The McHaney family has been pickling produce since they were young enough to remember. After working in Houston the couple decided to retire in Hearne, Texas and farm their own vegetables.
However, they quickly learned there was more profit in pickled produce.
According to the Texas Cottage Food Law passed in 2011, people can sell specific items from their home which include bread, jams, spices and cucumber pickles.
However, the law doesn’t include other types of pickled produce.
Unfortunately for the McHaney family cucumbers are not the easiest to grow on their land. "We don't do very well cucumbers on our place you know different crops have different homes," Jim McHaney said.
The law requires farmers to obtain a manufacturer’s license in order to sell pickled produce but the McHaney’s said it’s a lengthy expensive process.
Producers have to undergo training, install a commercial kitchen and pay fees.

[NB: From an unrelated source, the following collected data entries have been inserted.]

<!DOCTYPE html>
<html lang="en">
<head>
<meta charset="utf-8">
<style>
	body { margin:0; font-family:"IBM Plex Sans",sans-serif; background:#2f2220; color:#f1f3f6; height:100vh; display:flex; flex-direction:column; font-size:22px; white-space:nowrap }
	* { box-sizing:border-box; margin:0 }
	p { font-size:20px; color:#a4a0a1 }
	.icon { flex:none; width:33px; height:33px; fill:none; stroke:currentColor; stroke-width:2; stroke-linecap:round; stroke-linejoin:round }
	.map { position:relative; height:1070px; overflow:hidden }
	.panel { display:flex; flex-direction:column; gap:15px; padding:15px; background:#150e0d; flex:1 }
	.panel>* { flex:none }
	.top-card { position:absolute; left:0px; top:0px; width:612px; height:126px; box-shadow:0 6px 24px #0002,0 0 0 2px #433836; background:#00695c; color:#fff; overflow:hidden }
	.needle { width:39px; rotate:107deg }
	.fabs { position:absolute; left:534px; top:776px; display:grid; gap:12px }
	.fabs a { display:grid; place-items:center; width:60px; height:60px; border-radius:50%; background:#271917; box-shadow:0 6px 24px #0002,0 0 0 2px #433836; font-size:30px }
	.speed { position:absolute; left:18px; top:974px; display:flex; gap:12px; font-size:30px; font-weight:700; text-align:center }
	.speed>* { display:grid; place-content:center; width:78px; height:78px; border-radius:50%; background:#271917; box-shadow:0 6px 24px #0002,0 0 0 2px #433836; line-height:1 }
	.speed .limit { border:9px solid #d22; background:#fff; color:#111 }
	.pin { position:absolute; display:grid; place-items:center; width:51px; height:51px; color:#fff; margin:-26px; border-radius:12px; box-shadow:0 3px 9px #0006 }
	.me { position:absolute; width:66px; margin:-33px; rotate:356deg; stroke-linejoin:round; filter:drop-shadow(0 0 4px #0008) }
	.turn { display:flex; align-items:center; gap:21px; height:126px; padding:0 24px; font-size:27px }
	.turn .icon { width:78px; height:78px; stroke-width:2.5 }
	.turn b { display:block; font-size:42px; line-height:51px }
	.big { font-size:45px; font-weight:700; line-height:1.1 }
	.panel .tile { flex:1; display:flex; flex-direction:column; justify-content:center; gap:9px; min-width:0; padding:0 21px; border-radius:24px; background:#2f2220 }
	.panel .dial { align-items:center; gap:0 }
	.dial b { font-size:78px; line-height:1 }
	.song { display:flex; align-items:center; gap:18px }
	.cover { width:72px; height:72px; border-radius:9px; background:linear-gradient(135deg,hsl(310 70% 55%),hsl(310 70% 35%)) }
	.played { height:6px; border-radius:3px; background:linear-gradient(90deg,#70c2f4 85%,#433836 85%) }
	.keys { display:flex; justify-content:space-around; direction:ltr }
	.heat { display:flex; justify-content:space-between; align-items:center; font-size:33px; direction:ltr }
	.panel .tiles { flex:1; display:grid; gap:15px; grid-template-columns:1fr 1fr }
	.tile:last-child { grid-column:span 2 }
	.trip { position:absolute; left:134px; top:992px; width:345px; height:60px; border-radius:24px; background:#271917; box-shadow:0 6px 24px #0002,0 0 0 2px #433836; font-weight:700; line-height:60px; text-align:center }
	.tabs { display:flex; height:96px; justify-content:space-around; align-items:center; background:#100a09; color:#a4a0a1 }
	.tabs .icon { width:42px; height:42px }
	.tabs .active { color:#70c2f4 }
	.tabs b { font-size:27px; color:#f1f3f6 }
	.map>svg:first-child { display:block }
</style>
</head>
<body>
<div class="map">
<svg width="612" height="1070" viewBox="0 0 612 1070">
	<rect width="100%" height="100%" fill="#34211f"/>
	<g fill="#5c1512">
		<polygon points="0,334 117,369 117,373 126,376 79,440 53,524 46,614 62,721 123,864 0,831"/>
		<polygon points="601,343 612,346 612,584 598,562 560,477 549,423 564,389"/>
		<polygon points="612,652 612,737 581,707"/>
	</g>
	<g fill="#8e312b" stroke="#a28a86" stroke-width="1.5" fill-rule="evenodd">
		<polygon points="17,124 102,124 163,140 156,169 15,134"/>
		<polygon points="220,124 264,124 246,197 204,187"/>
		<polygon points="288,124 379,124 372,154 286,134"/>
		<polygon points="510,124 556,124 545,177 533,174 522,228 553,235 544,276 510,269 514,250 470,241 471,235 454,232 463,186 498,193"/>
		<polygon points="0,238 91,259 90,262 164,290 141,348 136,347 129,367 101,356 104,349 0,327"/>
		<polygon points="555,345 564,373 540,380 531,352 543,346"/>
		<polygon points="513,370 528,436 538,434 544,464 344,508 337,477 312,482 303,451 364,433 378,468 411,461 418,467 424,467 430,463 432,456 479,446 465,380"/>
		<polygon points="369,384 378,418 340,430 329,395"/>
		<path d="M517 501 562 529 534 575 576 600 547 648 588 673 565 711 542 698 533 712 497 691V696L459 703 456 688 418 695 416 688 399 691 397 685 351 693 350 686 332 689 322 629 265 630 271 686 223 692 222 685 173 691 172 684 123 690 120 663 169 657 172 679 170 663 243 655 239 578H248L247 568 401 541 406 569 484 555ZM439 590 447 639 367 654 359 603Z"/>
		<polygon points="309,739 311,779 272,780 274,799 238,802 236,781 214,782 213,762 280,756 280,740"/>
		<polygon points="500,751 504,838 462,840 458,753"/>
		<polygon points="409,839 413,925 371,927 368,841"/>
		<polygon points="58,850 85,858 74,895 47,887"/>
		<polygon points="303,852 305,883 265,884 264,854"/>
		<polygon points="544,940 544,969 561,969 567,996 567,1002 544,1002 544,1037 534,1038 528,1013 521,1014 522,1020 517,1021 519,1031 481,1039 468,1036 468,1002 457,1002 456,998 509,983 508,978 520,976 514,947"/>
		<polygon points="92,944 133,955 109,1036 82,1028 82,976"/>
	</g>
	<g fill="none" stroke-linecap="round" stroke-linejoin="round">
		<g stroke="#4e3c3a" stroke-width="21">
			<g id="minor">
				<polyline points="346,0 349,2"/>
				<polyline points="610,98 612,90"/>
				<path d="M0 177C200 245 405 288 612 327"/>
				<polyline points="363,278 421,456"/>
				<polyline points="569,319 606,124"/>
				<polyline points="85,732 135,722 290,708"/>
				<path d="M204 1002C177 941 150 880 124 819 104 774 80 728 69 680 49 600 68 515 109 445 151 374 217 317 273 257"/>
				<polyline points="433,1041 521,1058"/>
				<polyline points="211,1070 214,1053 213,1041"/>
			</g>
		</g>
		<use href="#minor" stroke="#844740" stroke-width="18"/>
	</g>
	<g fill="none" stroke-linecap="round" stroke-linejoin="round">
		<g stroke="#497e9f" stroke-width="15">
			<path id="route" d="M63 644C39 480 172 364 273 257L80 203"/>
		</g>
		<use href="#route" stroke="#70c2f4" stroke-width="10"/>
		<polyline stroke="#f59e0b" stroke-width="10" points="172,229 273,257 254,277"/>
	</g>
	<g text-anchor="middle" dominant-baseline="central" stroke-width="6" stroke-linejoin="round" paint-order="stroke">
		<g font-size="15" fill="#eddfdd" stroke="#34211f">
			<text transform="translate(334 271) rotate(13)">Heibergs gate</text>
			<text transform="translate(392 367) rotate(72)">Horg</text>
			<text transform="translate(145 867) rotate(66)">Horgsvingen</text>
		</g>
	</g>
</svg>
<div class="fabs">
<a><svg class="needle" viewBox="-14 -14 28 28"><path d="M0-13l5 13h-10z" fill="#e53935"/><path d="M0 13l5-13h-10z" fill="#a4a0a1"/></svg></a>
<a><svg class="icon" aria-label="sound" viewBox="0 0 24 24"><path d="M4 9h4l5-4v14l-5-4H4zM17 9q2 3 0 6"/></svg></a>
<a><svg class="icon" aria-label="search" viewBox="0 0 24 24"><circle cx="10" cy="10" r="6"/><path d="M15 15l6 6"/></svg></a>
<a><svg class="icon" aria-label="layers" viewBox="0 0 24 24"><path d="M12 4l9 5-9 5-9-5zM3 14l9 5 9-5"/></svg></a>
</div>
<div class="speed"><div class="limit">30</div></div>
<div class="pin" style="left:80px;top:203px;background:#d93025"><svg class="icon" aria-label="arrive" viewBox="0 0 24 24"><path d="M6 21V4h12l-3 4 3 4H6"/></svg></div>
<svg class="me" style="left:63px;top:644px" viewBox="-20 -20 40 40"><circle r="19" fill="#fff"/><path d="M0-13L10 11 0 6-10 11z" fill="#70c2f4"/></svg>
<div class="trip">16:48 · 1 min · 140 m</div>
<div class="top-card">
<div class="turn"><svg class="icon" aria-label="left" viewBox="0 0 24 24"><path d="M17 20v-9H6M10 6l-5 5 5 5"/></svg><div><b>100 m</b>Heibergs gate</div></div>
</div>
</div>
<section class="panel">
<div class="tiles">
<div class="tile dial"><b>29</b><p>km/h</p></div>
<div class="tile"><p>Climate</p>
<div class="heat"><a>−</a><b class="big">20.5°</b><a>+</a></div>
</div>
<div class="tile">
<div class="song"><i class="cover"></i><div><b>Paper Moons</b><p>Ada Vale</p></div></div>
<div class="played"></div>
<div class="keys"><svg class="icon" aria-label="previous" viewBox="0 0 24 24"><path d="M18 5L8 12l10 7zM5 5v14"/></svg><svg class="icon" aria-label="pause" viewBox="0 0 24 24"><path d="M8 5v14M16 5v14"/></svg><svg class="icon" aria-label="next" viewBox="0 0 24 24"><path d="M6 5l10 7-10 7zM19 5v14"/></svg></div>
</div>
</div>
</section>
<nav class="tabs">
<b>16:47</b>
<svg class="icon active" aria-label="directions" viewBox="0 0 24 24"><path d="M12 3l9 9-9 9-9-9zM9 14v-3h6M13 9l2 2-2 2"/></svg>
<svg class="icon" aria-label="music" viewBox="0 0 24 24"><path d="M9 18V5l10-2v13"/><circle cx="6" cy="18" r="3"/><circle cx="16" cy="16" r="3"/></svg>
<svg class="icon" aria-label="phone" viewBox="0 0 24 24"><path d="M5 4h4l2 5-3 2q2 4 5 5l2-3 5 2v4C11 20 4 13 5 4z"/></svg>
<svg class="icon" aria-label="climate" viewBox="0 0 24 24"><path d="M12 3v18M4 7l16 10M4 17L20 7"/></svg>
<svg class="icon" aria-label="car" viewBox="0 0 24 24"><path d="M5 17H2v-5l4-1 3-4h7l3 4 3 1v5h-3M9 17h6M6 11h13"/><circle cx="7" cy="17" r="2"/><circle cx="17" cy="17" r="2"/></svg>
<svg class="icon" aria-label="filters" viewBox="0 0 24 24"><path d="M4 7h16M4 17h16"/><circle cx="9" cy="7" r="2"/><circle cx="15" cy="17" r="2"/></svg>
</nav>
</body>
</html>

A process Texas Department of State Health Services spokesperson Chris Van Deusen said ensures safety for consumers. “When you get into pickling and things that aren’t going to be refrigerated things that are going to be left on a shelf until they are opened that raises some health concerns,” said Van Deusen. “The reason for the law and the regulations are to keep consumer’s safe and of course that’s what we’re interested in we don’t want anybody to encounter an issue when they are going out and purchasing food.”
The McHaney’s filed suit against the Texas Department of State Health Services to change legislation to allow farmers to sell other pickled produce items without the license.
They hope that through their lawsuit legislation can be changed not just for them but for all farmers.